My inspiration is from a variety of sources (for example the CDG project from Webdetails).
Here is the job that controls everything. It doesn't do anything special except link the transformations to each other.
Next up, the dimension data generator transformation.
This transformation creates a template JSON document which is parsed and used in other steps, as well as defines the size of the date dimension and the start date. Here is the step by step breakdown.
To start, we generate a dummy row to kick off the transformation.
The following step is where all the dimensions are defined (might need to zoom this image a bit to see the text). We're defining a JSON structure in here that contains all the data we'll need later on for both populating the fact table as well as creating the dimensions.
Once the data is serialized, the remaining steps configures the start date and number of days, then passes this information along to the next transformation.
Next up, we've got the dimension populator transformation.
Grab the input rows from previous transformation.
Here is what the dimension generator looks like. As you can see, there's one of these steps for each dimension. In the example I've posted, I'm creating a dimension that contains a hierarchy with several levels.
Then we save the dimension data to the database
For the date and time dimensions, we do things slightly differently. To generate all the dates in the range requested, we kick off a javascript step that generates empty rows, one for each day requested.
We create a sequence, which is going to be our technical key later on. It represents the number of days since the first day generated.
We next do some date math to enrich our working set a bit. In my date dimension, I'm actually not using all of these, but it's handy to have them around.
Finally we output to the dimension table.
Similarly for time, we generate one row for each hour of the day.
And save it to the dimension table.
Finally, we have the transformation to populate the fact table.

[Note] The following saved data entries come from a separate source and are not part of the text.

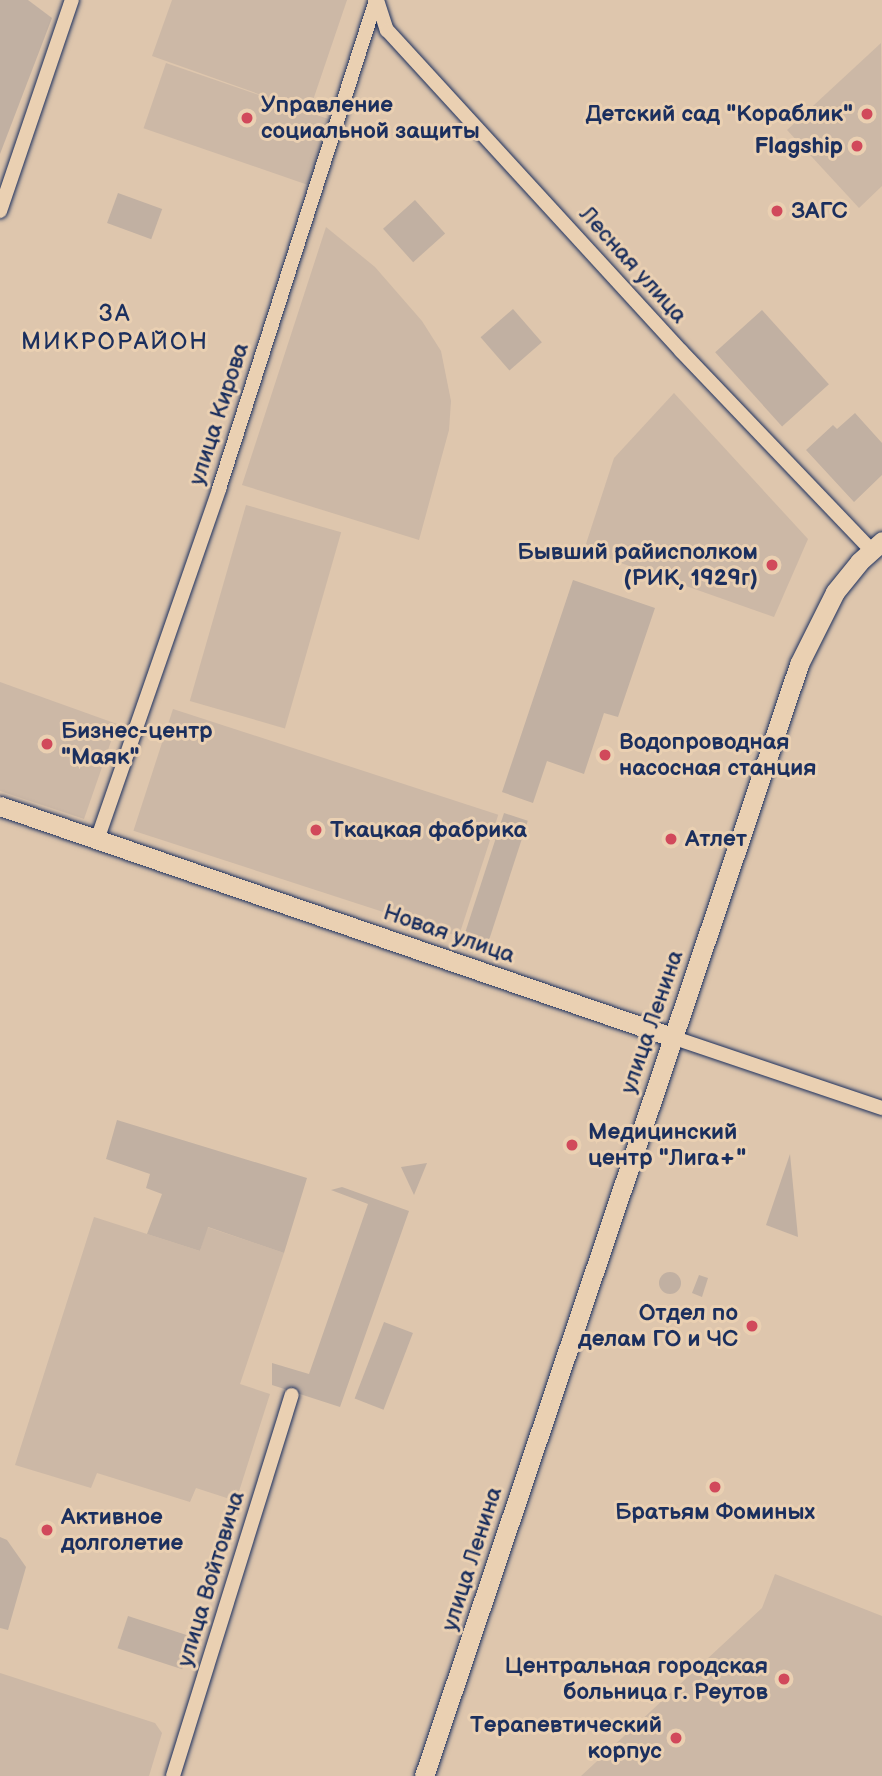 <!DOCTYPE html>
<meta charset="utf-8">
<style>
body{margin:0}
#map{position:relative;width:882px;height:1776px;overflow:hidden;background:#dec6ad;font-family:"Balsamiq Sans",sans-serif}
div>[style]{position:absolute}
.built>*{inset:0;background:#ccb8a6;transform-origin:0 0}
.green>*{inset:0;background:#c1b0a2;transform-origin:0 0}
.round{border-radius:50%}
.roads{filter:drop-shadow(0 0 2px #1b2f5e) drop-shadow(0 0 2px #1b2f5e)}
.street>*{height:14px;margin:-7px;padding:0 7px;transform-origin:7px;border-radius:7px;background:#ead0b2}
.secondary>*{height:19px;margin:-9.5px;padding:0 9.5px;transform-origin:9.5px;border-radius:9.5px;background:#ead0b2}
.dots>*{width:19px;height:19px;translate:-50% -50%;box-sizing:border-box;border:4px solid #ead0b2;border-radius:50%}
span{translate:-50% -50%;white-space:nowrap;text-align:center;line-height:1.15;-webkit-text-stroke:6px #ead0b2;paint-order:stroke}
.poi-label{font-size:23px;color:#1b2f5e;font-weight:700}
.left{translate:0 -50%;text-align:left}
.right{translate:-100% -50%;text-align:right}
.street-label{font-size:23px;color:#1b2f5e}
.neighbourhood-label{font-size:24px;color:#1b2f5e;letter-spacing:2px}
</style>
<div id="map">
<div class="built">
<div style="clip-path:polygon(172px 0,347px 0,309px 112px,152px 56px)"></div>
<div style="clip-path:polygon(881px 43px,882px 186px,859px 208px,787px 130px)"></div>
<div style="left:166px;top:63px;width:174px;height:69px;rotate:19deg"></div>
<div style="clip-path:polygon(326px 227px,375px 267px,422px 321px,441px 351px,451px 401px,449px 430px,419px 540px,242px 485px)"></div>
<div style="clip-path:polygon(674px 393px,808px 539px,774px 617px,584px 550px,614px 458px)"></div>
<div style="left:246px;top:505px;width:99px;height:204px;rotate:16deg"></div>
<div style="clip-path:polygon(0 682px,117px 724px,84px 819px,0 791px)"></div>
<div style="left:173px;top:709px;width:342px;height:128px;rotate:18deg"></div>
<div style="clip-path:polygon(94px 1217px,200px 1251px,207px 1227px,284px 1253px,240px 1384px,270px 1394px,236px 1501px,196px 1488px,190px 1502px,97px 1473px,91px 1488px,15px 1465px)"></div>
<div style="clip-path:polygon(775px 1574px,882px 1616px,882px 1776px,581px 1776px,762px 1608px)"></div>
<div style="clip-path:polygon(0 1673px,155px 1723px,162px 1733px,149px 1776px,0 1776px)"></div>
</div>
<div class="green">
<div style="clip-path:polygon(0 0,28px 0,52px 18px,0 154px)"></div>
<div style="left:118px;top:193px;width:47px;height:32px;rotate:20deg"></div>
<div style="left:415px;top:200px;width:45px;height:43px;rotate:48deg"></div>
<div style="left:513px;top:309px;width:44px;height:43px;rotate:49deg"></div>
<div style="left:762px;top:310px;width:100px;height:63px;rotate:48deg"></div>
<div style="clip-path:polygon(855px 413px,882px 443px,882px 475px,854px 502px,806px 450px,833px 425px,837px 429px)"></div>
<div style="clip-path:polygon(573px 580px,655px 608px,618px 717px,604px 713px,584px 774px,547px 761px,533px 803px,502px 792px)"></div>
<div style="left:504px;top:813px;width:25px;height:139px;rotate:18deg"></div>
<div style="clip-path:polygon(117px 1120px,307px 1178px,284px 1253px,208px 1227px,200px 1251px,147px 1234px,162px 1194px,146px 1188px,150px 1174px,106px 1159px)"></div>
<div style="clip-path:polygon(790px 1154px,798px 1237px,766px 1225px)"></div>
<div style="clip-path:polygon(427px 1163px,414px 1195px,401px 1167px)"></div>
<div style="clip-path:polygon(342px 1187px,409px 1211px,340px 1407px,272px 1385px,272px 1363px,309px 1374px,368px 1204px,331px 1190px)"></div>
<div class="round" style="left:659px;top:1272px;width:22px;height:22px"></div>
<div style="clip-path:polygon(699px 1275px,708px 1278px,702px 1297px,692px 1293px)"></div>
<div style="left:384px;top:1322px;width:31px;height:82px;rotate:21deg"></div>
<div style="clip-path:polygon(0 1537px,7px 1540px,26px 1567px,8px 1630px,0 1628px)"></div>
<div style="left:128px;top:1616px;width:68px;height:34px;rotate:18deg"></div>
</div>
<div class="roads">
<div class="street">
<div style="left:377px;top:0;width:32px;rotate:72deg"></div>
<div style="left:387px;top:30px;width:435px;rotate:47.5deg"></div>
<div style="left:681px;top:351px;width:275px;rotate:46.3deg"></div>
<div style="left:0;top:211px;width:223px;rotate:-71.2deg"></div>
<div style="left:97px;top:840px;width:372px;rotate:-70.8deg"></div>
<div style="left:219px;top:489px;width:514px;rotate:-72.2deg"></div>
<div style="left:672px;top:1037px;width:222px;rotate:18.7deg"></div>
<div style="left:173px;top:1776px;width:399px;rotate:-72.7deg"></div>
</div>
<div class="secondary">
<div style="left:0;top:806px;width:711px;rotate:18.97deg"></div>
<div style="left:424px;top:1776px;width:1174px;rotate:-71.36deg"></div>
<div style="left:799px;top:664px;width:80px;rotate:-63.4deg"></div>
<div style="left:835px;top:592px;width:38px;rotate:-51deg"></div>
<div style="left:859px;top:562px;width:31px;rotate:-42deg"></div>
</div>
</div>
<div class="dots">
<div style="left:867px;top:114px;background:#d1495b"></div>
<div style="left:247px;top:118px;background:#d1495b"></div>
<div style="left:857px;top:146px;background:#d1495b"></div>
<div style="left:777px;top:211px;background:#d1495b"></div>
<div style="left:772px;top:565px;background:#d1495b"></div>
<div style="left:47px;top:744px;background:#d1495b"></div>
<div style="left:605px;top:755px;background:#d1495b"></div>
<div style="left:316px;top:830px;background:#d1495b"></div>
<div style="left:671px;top:839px;background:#d1495b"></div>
<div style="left:572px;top:1145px;background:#d1495b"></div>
<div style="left:752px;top:1326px;background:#d1495b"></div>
<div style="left:715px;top:1487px;background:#d1495b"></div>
<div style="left:47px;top:1530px;background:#d1495b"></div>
<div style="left:784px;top:1679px;background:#d1495b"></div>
<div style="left:676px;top:1738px;background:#d1495b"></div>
</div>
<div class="poi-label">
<span class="left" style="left:261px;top:118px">Управление<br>социальной защиты</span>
<span class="right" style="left:853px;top:114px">Детский сад "Кораблик"</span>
<span class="right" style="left:843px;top:146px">Flagship</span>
<span class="left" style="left:791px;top:211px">ЗАГС</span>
<span class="right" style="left:758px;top:565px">Бывший райисполком<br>(РИК, 1929г)</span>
<span class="left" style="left:61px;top:744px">Бизнес-центр<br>"Маяк"</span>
<span class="left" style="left:619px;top:755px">Водопроводная<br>насосная станция</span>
<span class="left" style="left:330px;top:830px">Ткацкая фабрика</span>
<span class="left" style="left:685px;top:839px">Атлет</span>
<span class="left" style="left:588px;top:1145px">Медицинский<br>центр "Лига+"</span>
<span class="right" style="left:738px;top:1326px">Отдел по<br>делам ГО и ЧС</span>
<span style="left:715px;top:1512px">Братьям Фоминых</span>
<span class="left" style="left:61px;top:1530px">Активное<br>долголетие</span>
<span class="right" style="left:768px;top:1679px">Центральная городская<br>больница г. Реутов</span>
<span class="right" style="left:662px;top:1738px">Терапевтический<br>корпус</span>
</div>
<div class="street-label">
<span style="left:633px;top:265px;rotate:48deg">Лесная улица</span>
<span style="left:219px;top:414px;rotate:-72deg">улица Кирова</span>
<span style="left:449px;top:934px;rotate:19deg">Новая улица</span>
<span style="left:652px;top:1022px;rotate:-71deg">улица Ленина</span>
<span style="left:472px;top:1559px;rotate:-72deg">улица Ленина</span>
<span style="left:211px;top:1579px;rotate:-73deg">улица Войтовича</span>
</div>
<div class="neighbourhood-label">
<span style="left:115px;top:328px">3А<br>МИКРОРАЙОН</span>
</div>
</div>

Grab the input rows from the previous transformation.
Generate a series of days in the range requested.
Create a sequence.
Do some date math.
Metadata cleanups
Generate row data for each dimension. So I've chosen to generate data for every hour of every day in the requested date range as well as for one of the dimensions (banner in this case).
Here's the second (start) javascript script on that step.
Closing thoughts
The above approach obviously requires a bit of copy pasta and customization to get it working for a particular use case.
I would have liked to completely automate the creation of dimensions and data generation based on the json schema, but
that requires to add extra information in the JSON structure (to model the hierarchies and levels). In a similar vein,
it would have been nice to abstract away the data generation to make it plug and pray with no customizations, but I don't
know if the javascript API exposes the necessary PDI hooks to do everything, and I'm too lazy to write this in Java.